Are they in alignment with the bigger questions we face as human beings?

And it’s not just about climate change, to be fair. Here I try to list out industries that must be disrupted, marginalised or substantially over-regulated in the face of new era we are about to welcome in past-pandemic world.

#1: 24 x 7 x 365 Air Travel

2 days of voluntary flight shutdown every week can achieve annual climate targets, with no impact on people’s flying habits

When I was in college, my mom often advised me to walk to my university that was a mile away. I used a two-wheeler, because it was not trendy to walk to the college.

Today, I give similar advice to my colleagues who go to vacation every second month in the most affordable flight. I am the biggest sadist in the office.

In 2004, number of annual worldwide flights was 23.8 million. In 2020, it is 40.3 million.

While digital disruption has eased up so many hurdles in airline bookings, it has done little to reduce the stress air travellers face. Despite heavy digital intervention, The airport time overheads, the constrained-leg flights, and luggage woes have not changed at all. In fact, they have worsened due to more passengers and no extension in capacity.

The current cost structure of airline industry goes something like this: Countless short haul travels have played vital part in subsidising long haul travels, up to a point that economy option offer little or no extra comfort in long haul ones.

This penalises long haul travellers when it comes to in-flight (+ airport overhead) experience, but makes economy travel affordable across continents, thus providing cute boost to tourism industry.

Economy travellers in long haul flights are treated like herds, irrespective of how much they travel. Business class, available at a steeper price, does not offer substantial comfort (especially considering the airport queues and luggage management).

If one considers depleting oil levels vs not so great future for solar-powered jets, airline industry will realise that it will only increase their shelf-life by going limited.

Air travel must be substantially marginalised past pandemic, especially by reducing the short haul flights. The resulting higher costs in the long haul travel must also be compensated with improved air-travel experience for the passengers.

Air travel will do well by restricting itself to luxury segment that it was 3 decades ago, with pricing averaging between that of economy and business option. This might seem like a sadist, pessimistic advice for industry insiders. But if one considers depleting oil levels vs not so great future for solar-powered jets, they will realise they will only increase their shelf-life by opting for going limited.

In general, it wouldn’t do much harm to airline economy if flights are closed worldwide 2 days every week.
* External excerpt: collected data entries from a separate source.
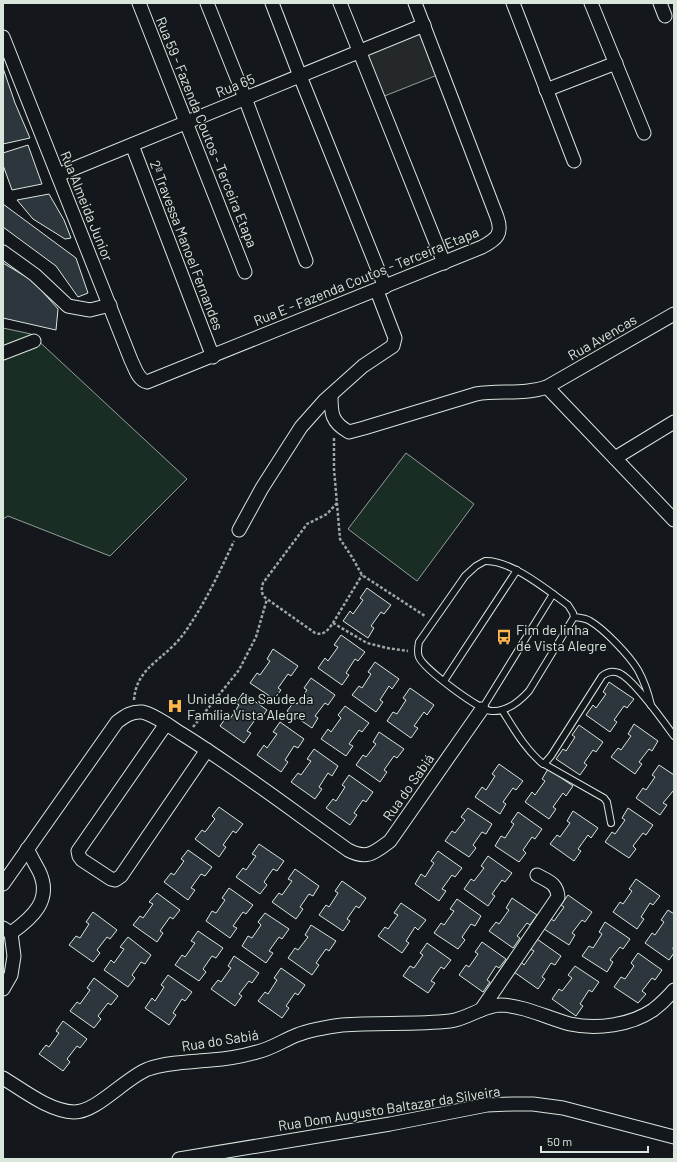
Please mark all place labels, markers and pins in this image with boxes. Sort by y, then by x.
place label: Fim de linha de Vista Alegre [516,621,607,654]
bus stop icon: Fim de linha de Vista Alegre [495,628,513,646]
place label: Unidade de Saúde da Família Vista Alegre [187,690,313,723]
hospital icon: Unidade de Saúde da Família Vista Alegre [166,697,184,715]

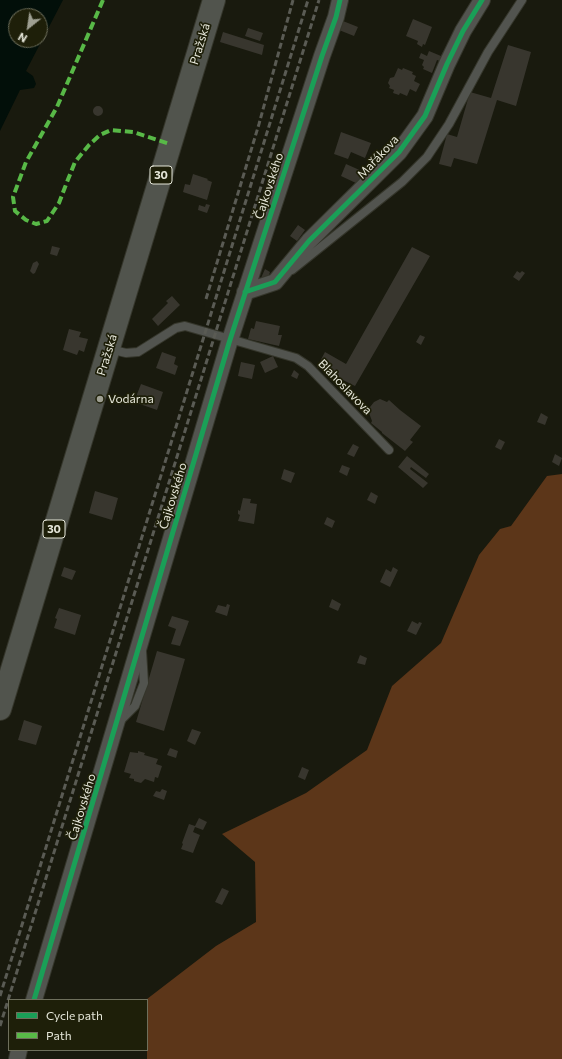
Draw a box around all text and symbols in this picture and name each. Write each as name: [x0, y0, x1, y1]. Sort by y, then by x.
north arrow: [8, 8, 48, 48]
street label: Pražská: [187, 22, 213, 66]
text: N: [15, 30, 29, 46]
street label: Mařákova: [354, 132, 402, 182]
street label: Čajkovského: [252, 151, 286, 221]
road number: 30: [150, 166, 172, 184]
street label: Pražská: [94, 333, 120, 377]
street label: Blahoslavova: [315, 357, 375, 417]
place label: Vodárna: [108, 392, 154, 406]
marker: Vodárna: [95, 394, 105, 404]
street label: Čajkovského: [156, 461, 190, 531]
road number: 30: [43, 520, 65, 538]
street label: Čajkovského: [65, 772, 99, 842]
legend: [8, 999, 148, 1051]
text: Cycle path: [46, 1008, 103, 1022]
text: Path: [46, 1028, 72, 1042]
If 2 months of lockdown in a year can attain the climate change annual target, 2 days voluntary flight ban would achieve similar effect, with no impact on people’s flying habits.

Bonus? Less need for climate summits where executives fly (ironically) business class.

Cherry on the cake? Environmentalists behind Greta Thunberg can let her focus on her personal goals rather than raising awareness.

Greta Thunberg’s Speech Has Trivialised Climate Change

She is a mascot —though a popular one. Not an environmentalist. Let us not expect her to be anything beyond that.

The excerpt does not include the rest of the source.